As disclosed in the Definitive Proxy Statement, in connection with the closing of the transactions contemplated by the Asset Sale Agreement, the employment of John B. Scully, Sycamore’s Vice President, Worldwide Sales and Support, with Sycamore terminated as of the effective time of the closing and Mr. Scully’s new employment agreement with Buyer regarding employment as Chief Executive Officer of Buyer became effective.

Item 5.07: Submission of Matters to a Vote of Security Holders

On January 29, 2013, Sycamore held a Special Meeting of Stockholders (the “Special Meeting”), at which a quorum was present in person or represented by proxy. The following is a brief description and vote count of all proposals voted on at the Special Meeting. The proposals voted on at the Special Meeting are described in detail in the Definitive Proxy Statement.

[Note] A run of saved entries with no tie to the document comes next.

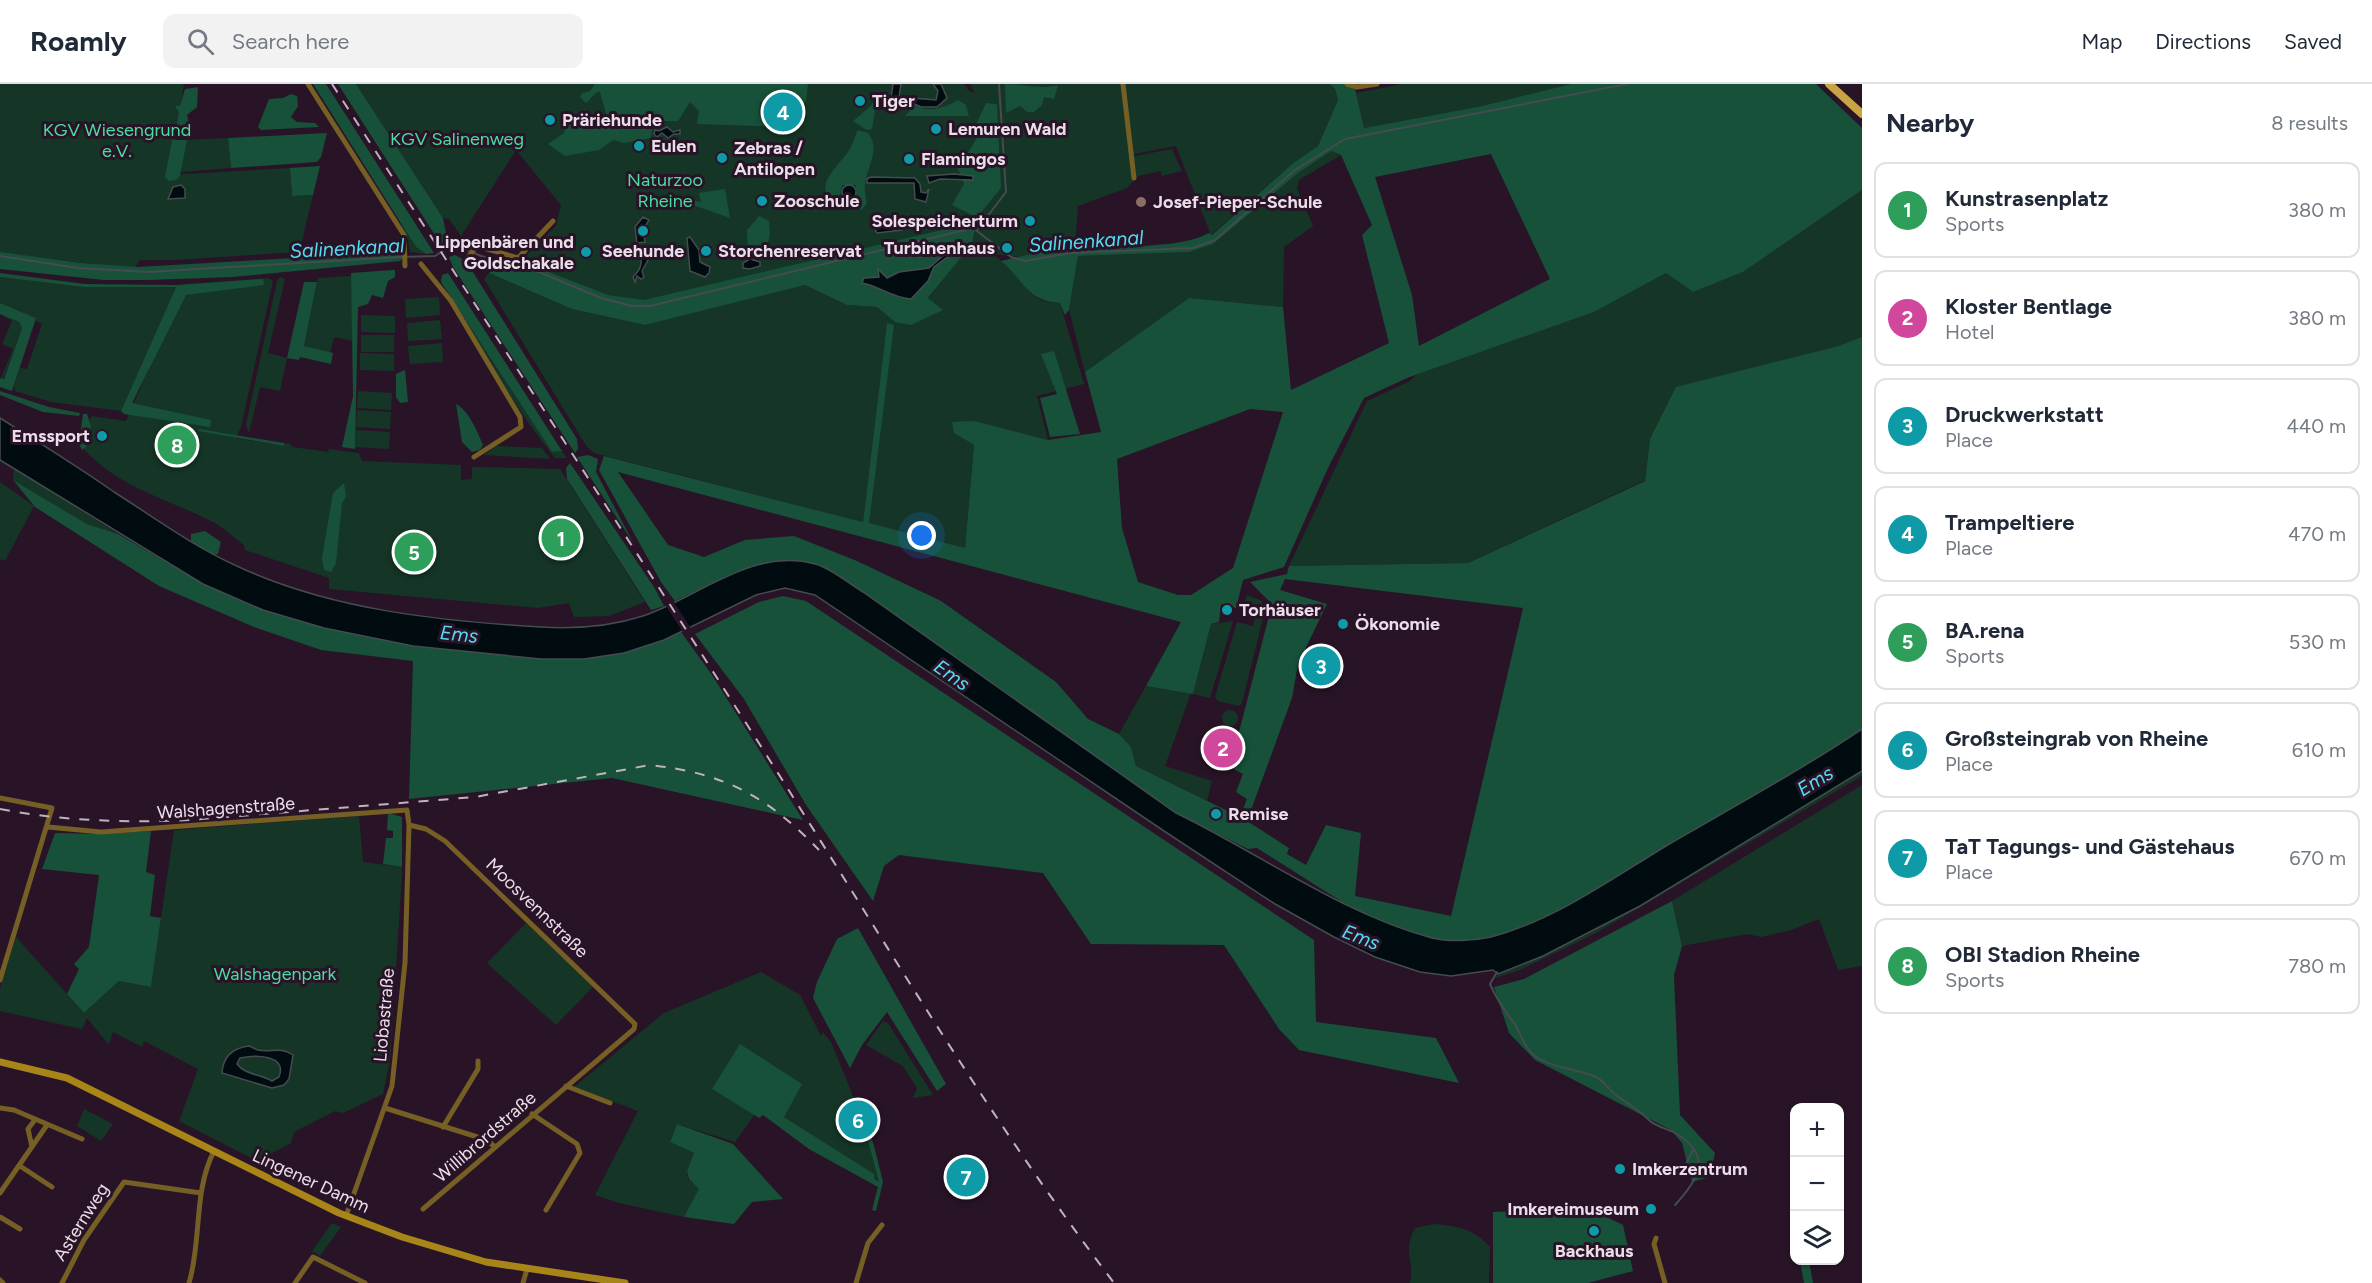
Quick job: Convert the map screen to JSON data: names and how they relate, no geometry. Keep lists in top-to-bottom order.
{
  "streets": {
    "main road": ["Lingener Damm"],
    "street": [
      "Walshagenstraße",
      "Moosvennstraße",
      "Liobastraße",
      "Willibrordstraße",
      "Asternweg"
    ]
  },
  "crossings": [
    ["Walshagenstraße", "Liobastraße"],
    ["Moosvennstraße", "Liobastraße"],
    ["Moosvennstraße", "Willibrordstraße"],
    ["Liobastraße", "Lingener Damm"]
  ],
  "water": ["Salinenkanal", "Ems"],
  "parks": [
    "KGV Wiesengrund e.V.",
    "KGV Salinenweg",
    "Naturzoo Rheine",
    "Walshagenpark"
  ],
  "places": [
    "Tiger",
    "Präriehunde",
    "Lemuren Wald",
    "Eulen",
    "Zebras / Antilopen",
    "Flamingos",
    "Zooschule",
    "Josef-Pieper-Schule",
    "Solespeicherturm",
    "Seehunde",
    "Turbinenhaus",
    "Storchenreservat",
    "Lippenbären und Goldschakale",
    "Emssport",
    "Torhäuser",
    "Ökonomie",
    "Remise",
    "Imkerzentrum",
    "Imkereimuseum",
    "Backhaus"
  ],
  "page": {
    "header": "Roamly",
    "search": "Search here",
    "nav": ["Map", "Directions", "Saved"],
    "heading": ["Nearby", "8 results"],
    "pins": [
      "4",
      "8",
      "1",
      "5",
      "3",
      "2",
      "6",
      "7"
    ],
    "list": [
      {
        "mark": "1",
        "name": "Kunstrasenplatz",
        "note": "Sports",
        "value": "380 m"
      },
      {
        "mark": "2",
        "name": "Kloster Bentlage",
        "note": "Hotel",
        "value": "380 m"
      },
      {
        "mark": "3",
        "name": "Druckwerkstatt",
        "note": "Place",
        "value": "440 m"
      },
      {
        "mark": "4",
        "name": "Trampeltiere",
        "note": "Place",
        "value": "470 m"
      },
      {
        "mark": "5",
        "name": "BA.rena",
        "note": "Sports",
        "value": "530 m"
      },
      {
        "mark": "6",
        "name": "Großsteingrab von Rheine",
        "note": "Place",
        "value": "610 m"
      },
      {
        "mark": "7",
        "name": "TaT Tagungs- und Gästehaus",
        "note": "Place",
        "value": "670 m"
      },
      {
        "mark": "8",
        "name": "OBI Stadion Rheine",
        "note": "Sports",
        "value": "780 m"
      }
    ],
    "map_buttons": ["+", "−"]
  }
}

Proposal No. 1 – Authorization of the Asset Sale. The stockholders authorized the Asset Sale, with voting as follows:

 

For     Against     Abstention   Non-votes
  24,467,568        47,804      8,300   -0-

Proposal No. 2 – Approval of Dissolution and Adoption of Plan of Dissolution. The stockholders approved the dissolution of Sycamore (the “Dissolution”) following the closing of the Asset Sale and when determined by the Board of Directors of Sycamore (the “Board”) and adopted the Plan of Complete Liquidation and Dissolution (the “Plan of Dissolution”) related thereto in accordance with Delaware law, with voting as follows:

 

For     Against     Abstention   Non-votes
  24,441,385        73,593      8,694   -0-

Proposal No. 3 – Approval of Golden Parachute Compensation. The stockholders approved, on a non-binding, advisory basis, certain compensation arrangements for Sycamore’s named executive officers in connection with the Dissolution and the Asset Sale as disclosed in the Definitive Proxy Statement, with voting as follows:

 

For     Against     Abstention   Non-votes
  22,363,740        1,058,688      1,101,244   -0-

 

2


The authorization of the Asset Sale proposal and the approval of the Dissolution proposal each required the affirmative vote of the holders of a majority of the outstanding shares of Sycamore’s common stock, par value $0.001 (“Common Stock”). The Asset Sale was authorized and the Dissolution was approved by holders of approximately 84.72% and 84.62%, respectively, of the outstanding shares of Common Stock.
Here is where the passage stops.